CERT, by the way, stands for Community Emergency Response Team, which is an all-volunteer group of community members who have been trained in basic disaster response skills such as fire safety and search and rescue.
In short, they have given part of their time and energy - in the classroom and through training and exercises - to help their communities be more prepared. This is a model that has been replicated in states, cities, and communities all across the United States.At the national level, then, the challenge for us is to pivot from the old view of seeing the public and the private sector as liabilities to be protected, and instead, helping empower them to be even more active partners and powerful assets ... to prevent and prepare, and when called upon, to respond and rebuild.

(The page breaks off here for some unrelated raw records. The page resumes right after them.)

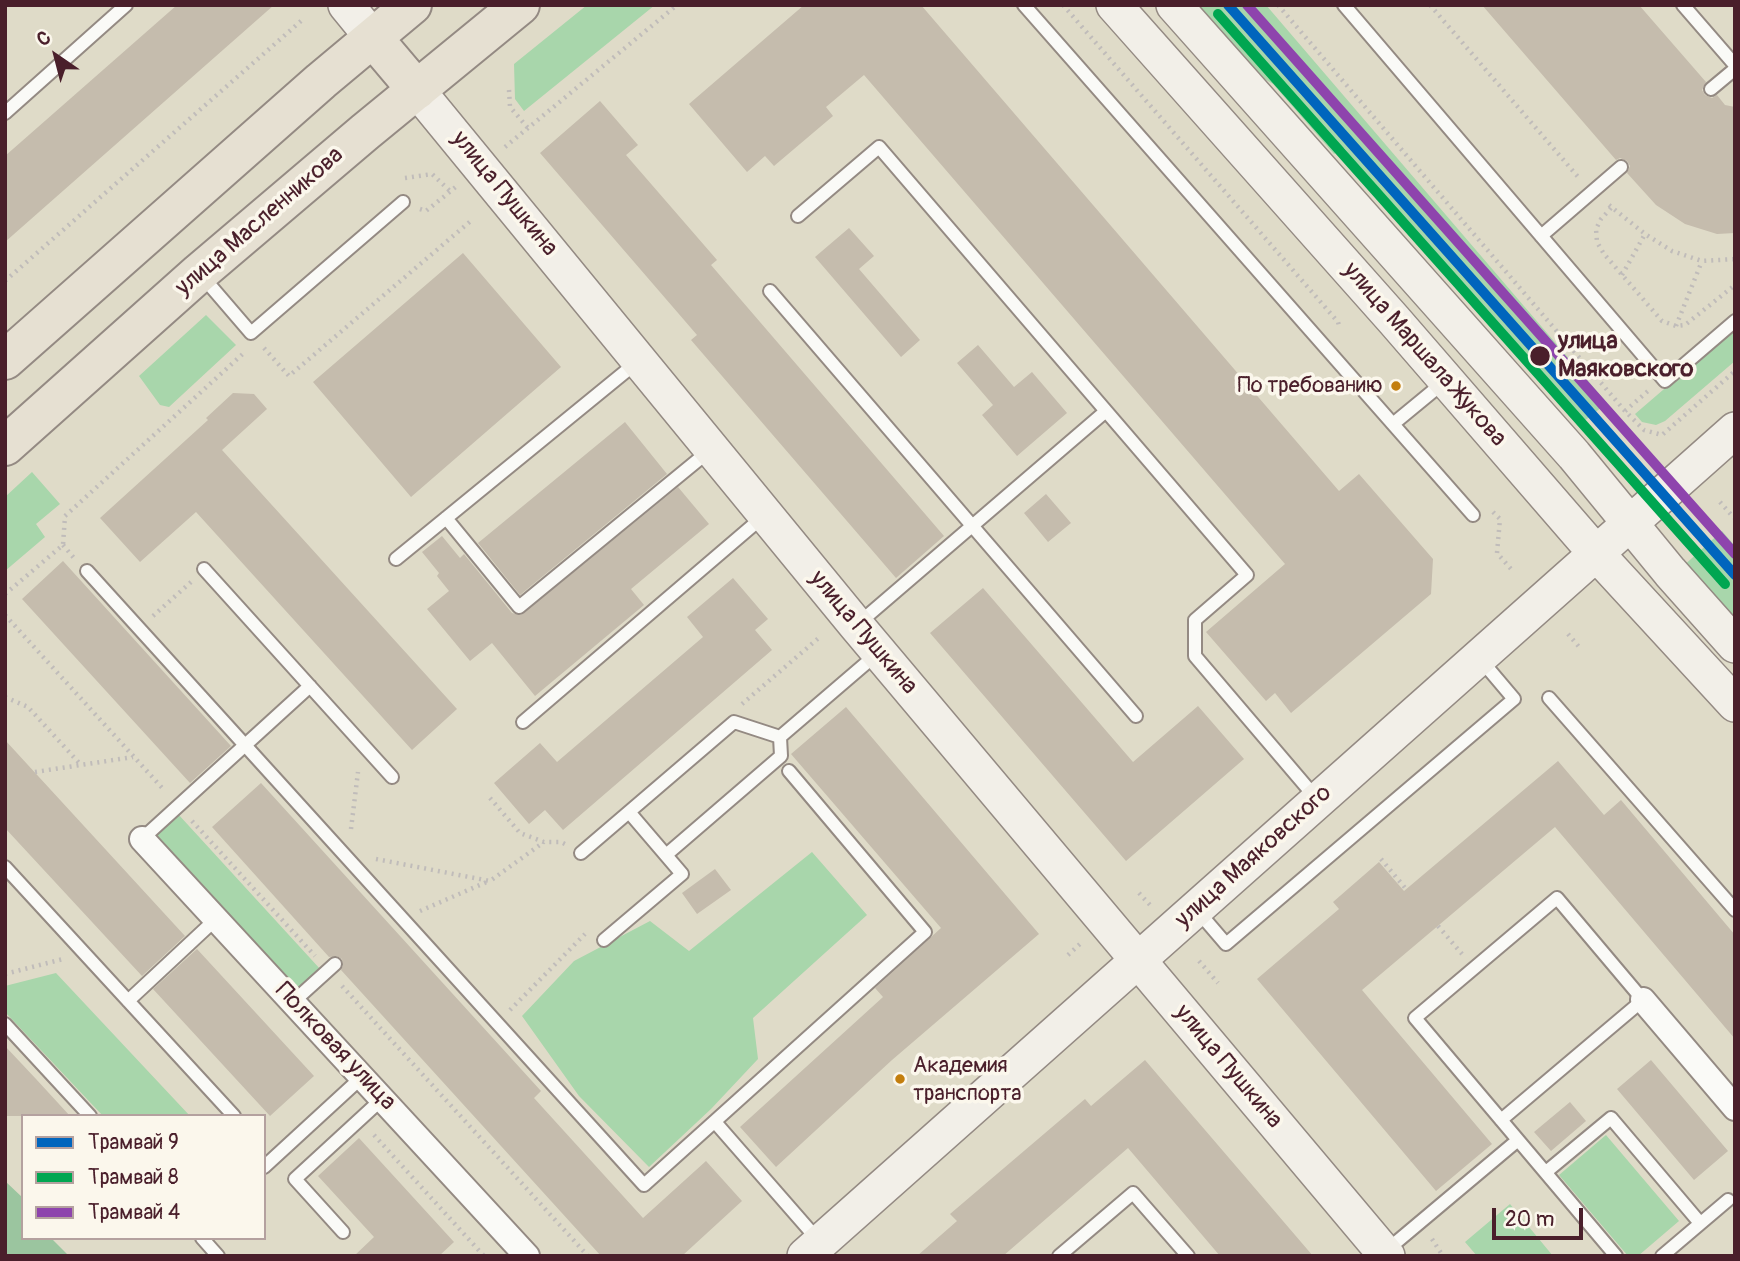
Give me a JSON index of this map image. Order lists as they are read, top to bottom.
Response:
{
  "streets": {
    "main road": [
      "улица Пушкина",
      "улица Масленникова",
      "улица Маршала Жукова",
      "улица Маяковского"
    ],
    "street": ["Полковая улица"]
  },
  "crossings": [
    ["улица Пушкина", "улица Масленникова"],
    ["улица Пушкина", "улица Маяковского"],
    ["улица Маршала Жукова", "улица Маяковского"]
  ],
  "places": ["улица Маяковского", "По требованию", "Академия транспорта"],
  "lines": ["tram line 9", "tram line 4", "tram line 8"],
  "legend": ["Трамвай 9", "Трамвай 8", "Трамвай 4"],
  "scale_bar": "20 m",
  "north": "top left"
}
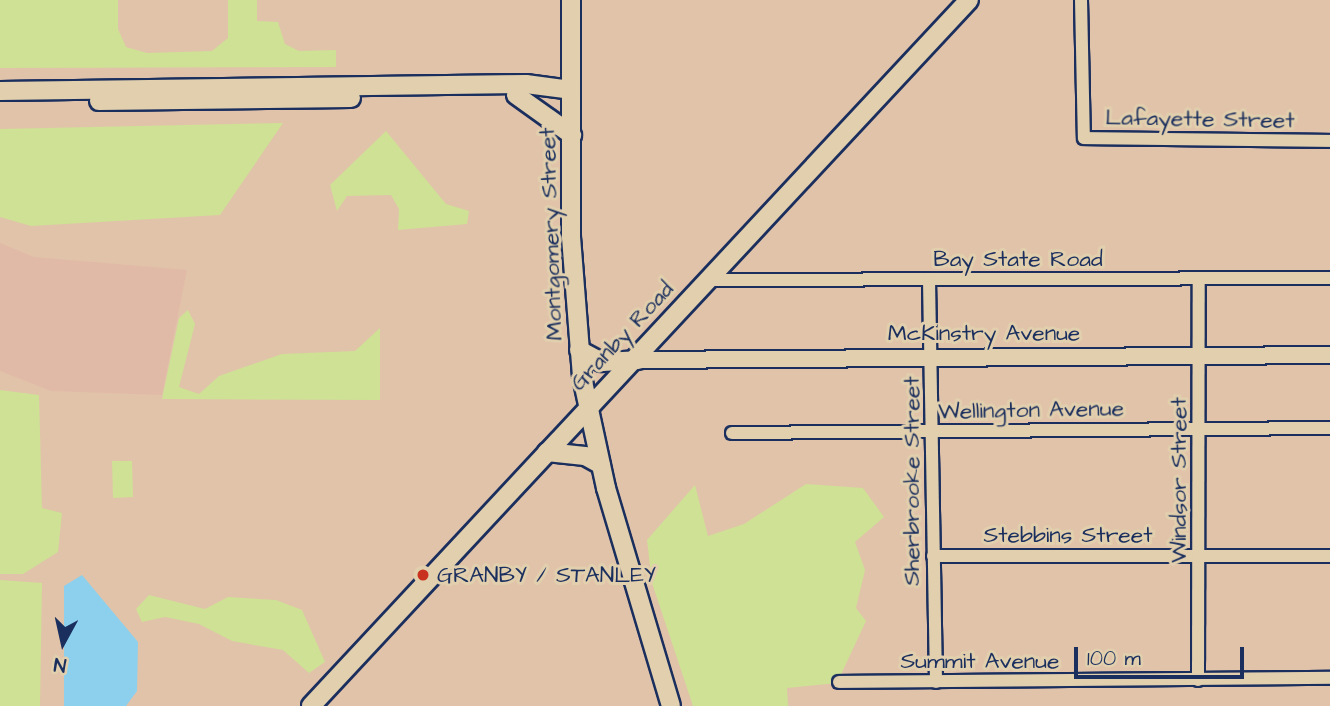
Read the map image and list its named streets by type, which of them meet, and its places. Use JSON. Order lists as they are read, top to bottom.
{
  "streets": {
    "main road": ["Montgomery Street", "Granby Road"],
    "street": [
      "Lafayette Street",
      "Bay State Road",
      "McKinstry Avenue",
      "Wellington Avenue",
      "Windsor Street",
      "Sherbrooke Street",
      "Stebbins Street",
      "Summit Avenue"
    ]
  },
  "crossings": [
    ["Montgomery Street", "Granby Road"],
    ["Bay State Road", "Granby Road"],
    ["Bay State Road", "Windsor Street"],
    ["Bay State Road", "Sherbrooke Street"],
    ["McKinstry Avenue", "Granby Road"],
    ["McKinstry Avenue", "Windsor Street"],
    ["McKinstry Avenue", "Sherbrooke Street"],
    ["Wellington Avenue", "Windsor Street"],
    ["Wellington Avenue", "Sherbrooke Street"],
    ["Windsor Street", "Stebbins Street"],
    ["Windsor Street", "Summit Avenue"],
    ["Sherbrooke Street", "Stebbins Street"],
    ["Sherbrooke Street", "Summit Avenue"]
  ],
  "places": ["GRANBY / STANLEY"],
  "scale_bar": "100 m",
  "north": "bottom"
}
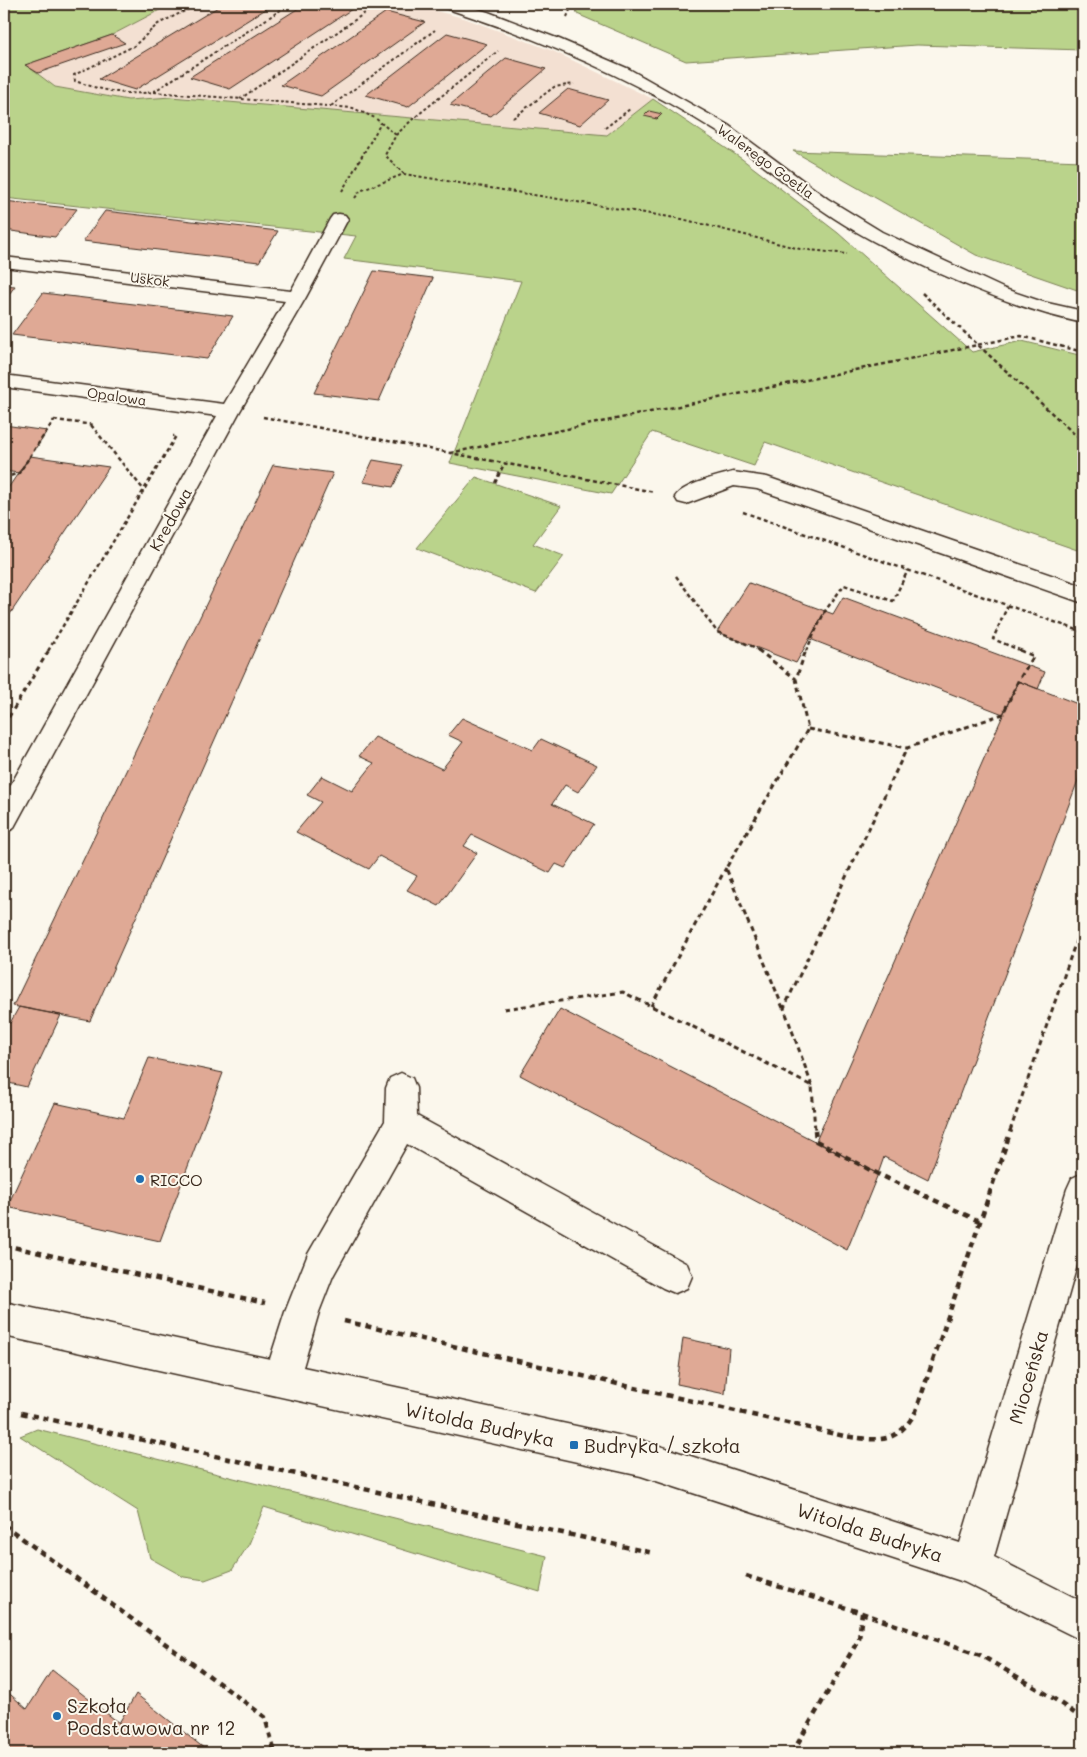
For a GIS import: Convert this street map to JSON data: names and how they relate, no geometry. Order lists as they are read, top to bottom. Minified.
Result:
{"streets":{"street":["Walerego Goetla","Uskok","Opalowa","Kredowa","Mioceńska","Witolda Budryka"]},"crossings":[["Uskok","Kredowa"],["Opalowa","Kredowa"],["Mioceńska","Witolda Budryka"]],"places":{"other":["RICCO","Szkoła Podstawowa nr 12"],"transit":["Budryka / szkoła"]}}
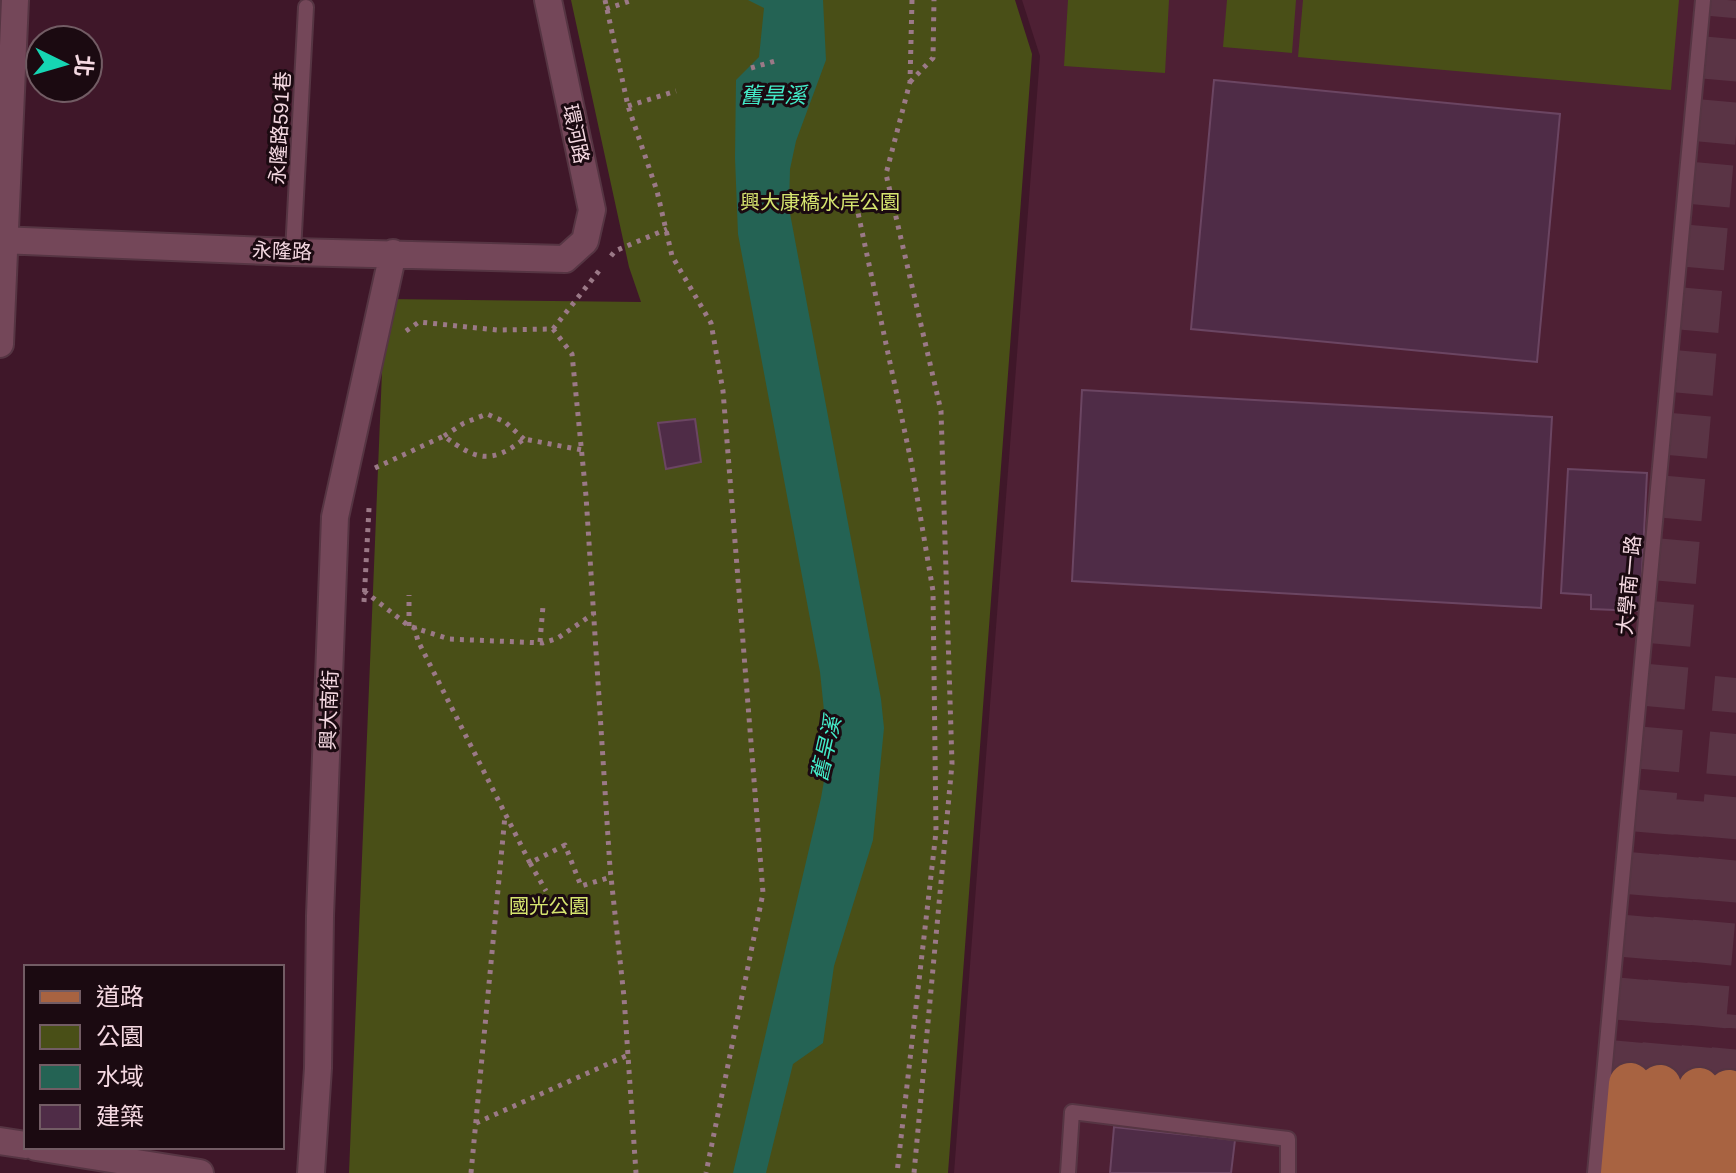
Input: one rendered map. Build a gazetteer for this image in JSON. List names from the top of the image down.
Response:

Communities that are more prepared and more resilient not only stand the best chance of bouncing back after a disaster, but because they know how to take care of themselves, they free up our first responders and emergency managers to focus on those who need help most.
Our tradition of banding together to prepare for tough conditions or respond to a crisis runs deep in this country. More than a century and a half ago, perceptive visitors, such as Alexis de Tocqueville from France, wrote with astonishment about the civic-mindedness in America, a nation founded on ideals.
He said, "Americans of all ages, all stations in life, and all types of dispositions, are forever forming associations." In fact, we've involved our citizens more formally in preparedness and national defense since we established the country's first civilian defense office in 1916.
During WWII, when our economy was mobilized for war, the American people found a way to feed themselves by growing 40% of all the vegetables we needed in 20 million Victory Gardens.
In the early years of the Cold War, Americans all knew where the closest fallout shelter was, and we kept children indoors when polio outbreaks were the biggest threat to public health.
But we're confronting some new realities here and we need some new thinking and new energy. The active participation of our society has helped our nation get through some of our toughest times in the past.
In those times, Americans understood what was at stake; they understood that they had to contribute; and they knew that their efforts would make a difference, in ways large and small.
We saw that same spirit of contribution and service immediately after the 9/11 attacks, and I believe, ten years later, we can and will find it again.
So I want to thank you for being involved in this effort, helping champion the public service we need today, and helping define the future. Thank you.